Assistant Professor University of British Columbia Vancouver, British Columbia, Canada
Background: Preterm infants are at risk for multiple types of brain injury, although there is considerable variability in neurodevelopmental outcomes. Objective: In this study, we investigated the impact of preterm brain injury on the structural connectome and assessed relationships between the location of white matter disconnections and 18-month neurodevelopmental outcomes. Design/Methods: A prospective cohort of very preterm infants underwent an early-life brain MRI to identify white matter injury (WMI) and periventricular hemorrhagic infarction (PVHI). 18-month neurodevelopmental outcomes were assessed with Bayley Scales, Third Edition. Adverse outcomes were defined as a composite score < 85. 59 infants with WMI and/or PVHI had 18-month neurodevelopmental outcomes. Maps of white matter disconnections (disconnectomes) for each patient were developed using manual segmentations of WMI and PVHI as seeds for tractography and healthy control neonatal diffusion MRI data from neonates in the developing Human Connectome Project. Thus, the patient disconnectome demonstrated the white matter tracts passing through the lesion. These were averaged to look at group-level differences in the disconnectome between infants with WMI and PVHI. Voxel-wise disconnectome-symptoms maps were developed to examine associations between white matter disconnections and neurodevelopment. Results: White matter disconnections extended beyond areas of injury; disconnections were extensive, even with small lesions seen in WMI (Fig 1).
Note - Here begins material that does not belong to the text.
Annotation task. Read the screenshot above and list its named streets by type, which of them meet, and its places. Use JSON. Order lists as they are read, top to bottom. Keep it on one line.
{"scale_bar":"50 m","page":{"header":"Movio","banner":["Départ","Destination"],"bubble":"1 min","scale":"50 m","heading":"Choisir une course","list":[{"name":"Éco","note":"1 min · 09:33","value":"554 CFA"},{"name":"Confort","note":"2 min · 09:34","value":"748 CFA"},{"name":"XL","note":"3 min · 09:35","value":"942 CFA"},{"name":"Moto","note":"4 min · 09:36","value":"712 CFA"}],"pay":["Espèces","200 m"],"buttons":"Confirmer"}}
Anterior WMI was associated with more extensive disconnections, including involvement of the posterior limb of the internal capsule, when compared to posterior WMI (Fig 2). Disconnections of white matter tracts passing through the basal ganglia and thalamus were most strongly associated with adverse motor outcomes, which persisted even after correcting for multiple comparisons (Fig 3).
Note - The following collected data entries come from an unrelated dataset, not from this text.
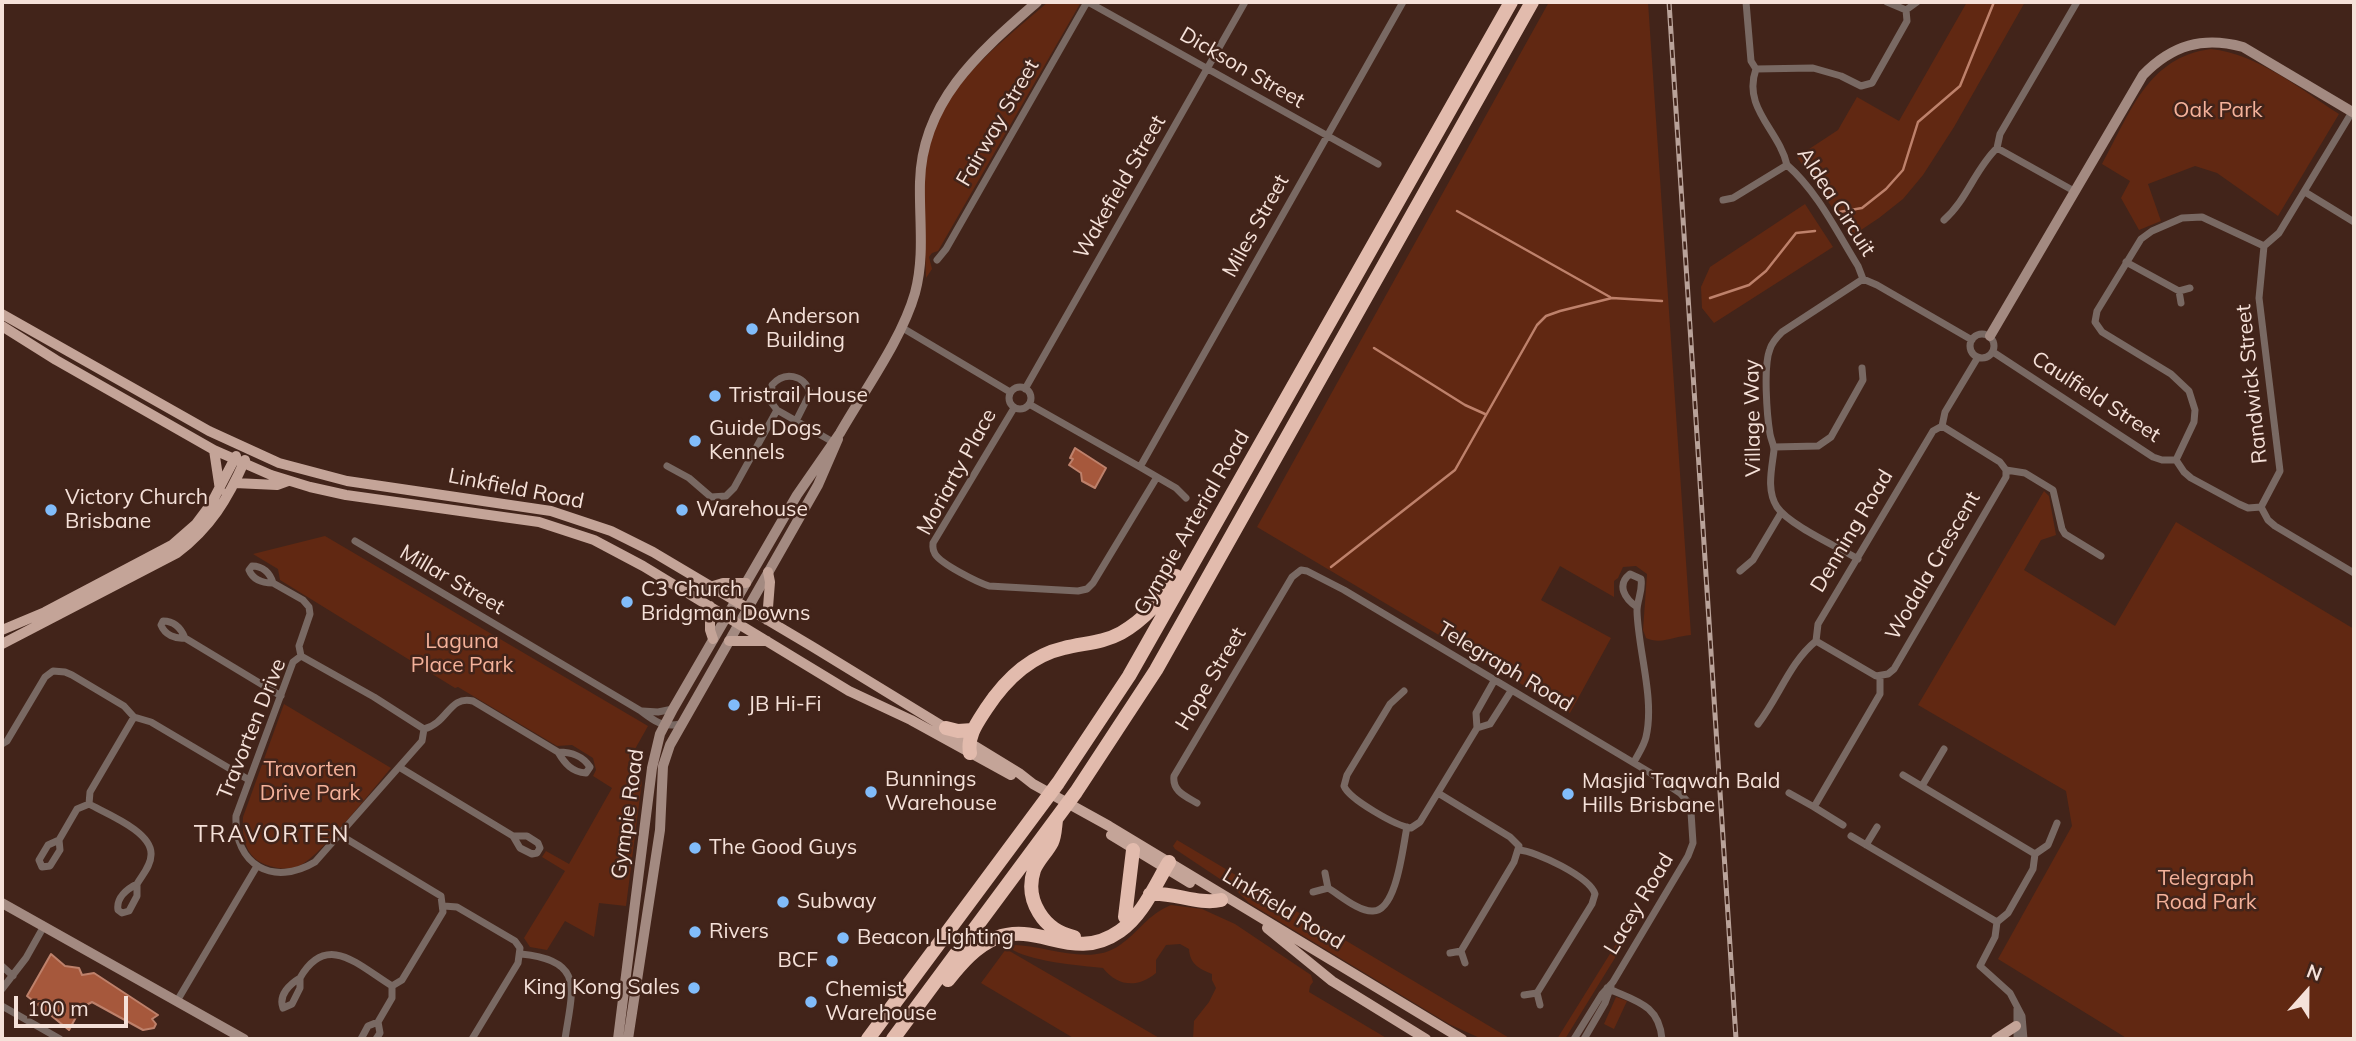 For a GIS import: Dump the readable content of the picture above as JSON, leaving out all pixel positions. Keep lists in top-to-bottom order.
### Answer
{
  "streets": {
    "highway": ["Gympie Arterial Road"],
    "main road": ["Linkfield Road", "Gympie Road"],
    "street": [
      "Dickson Street",
      "Fairway Street",
      "Wakefield Street",
      "Aldea Circuit",
      "Miles Street",
      "Randwick Street",
      "Caulfield Street",
      "Village Way",
      "Moriarty Place",
      "Denning Road",
      "Wodala Crescent",
      "Millar Street",
      "Telegraph Road",
      "Hope Street",
      "Travorten Drive",
      "Lacey Road"
    ]
  },
  "crossings": [
    ["Dickson Street", "Fairway Street"],
    ["Dickson Street", "Wakefield Street"],
    ["Dickson Street", "Miles Street"],
    ["Wakefield Street", "Moriarty Place"],
    ["Aldea Circuit", "Caulfield Street"],
    ["Aldea Circuit", "Village Way"],
    ["Aldea Circuit", "Denning Road"],
    ["Randwick Street", "Caulfield Street"],
    ["Caulfield Street", "Denning Road"],
    ["Linkfield Road", "Gympie Road"],
    ["Millar Street", "Gympie Road"],
    ["Telegraph Road", "Hope Street"],
    ["Telegraph Road", "Lacey Road"]
  ],
  "districts": ["TRAVORTEN"],
  "parks": [
    "Oak Park",
    "Laguna Place Park",
    "Travorten Drive Park",
    "Telegraph Road Park"
  ],
  "places": [
    "Anderson Building",
    "Tristrail House",
    "Guide Dogs Kennels",
    "Victory Church Brisbane",
    "Warehouse",
    "C3 Church Bridgman Downs",
    "JB Hi-Fi",
    "Bunnings Warehouse",
    "Masjid Taqwah Bald Hills Brisbane",
    "The Good Guys",
    "Subway",
    "Rivers",
    "Beacon Lighting",
    "BCF",
    "King Kong Sales",
    "Chemist Warehouse"
  ],
  "scale_bar": "100 m",
  "north": "top"
}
Conclusion(s): The extensive white matter disconnections in WMI may explain why these small lesions have a large impact of neurodevelopmental outcomes. The greater extent of disconnections in anterior WMI may explain poorer neurodevelopmental outcomes with anterior compared to posterior WMI. We also observed that disconnections involving motor tracts passing through the basal ganglia were associated with adverse motor outcomes. These data highlight the need to consider lesion location relative to white matter tracts in predicting neurodevelopmental outcomes of infants with brain injury.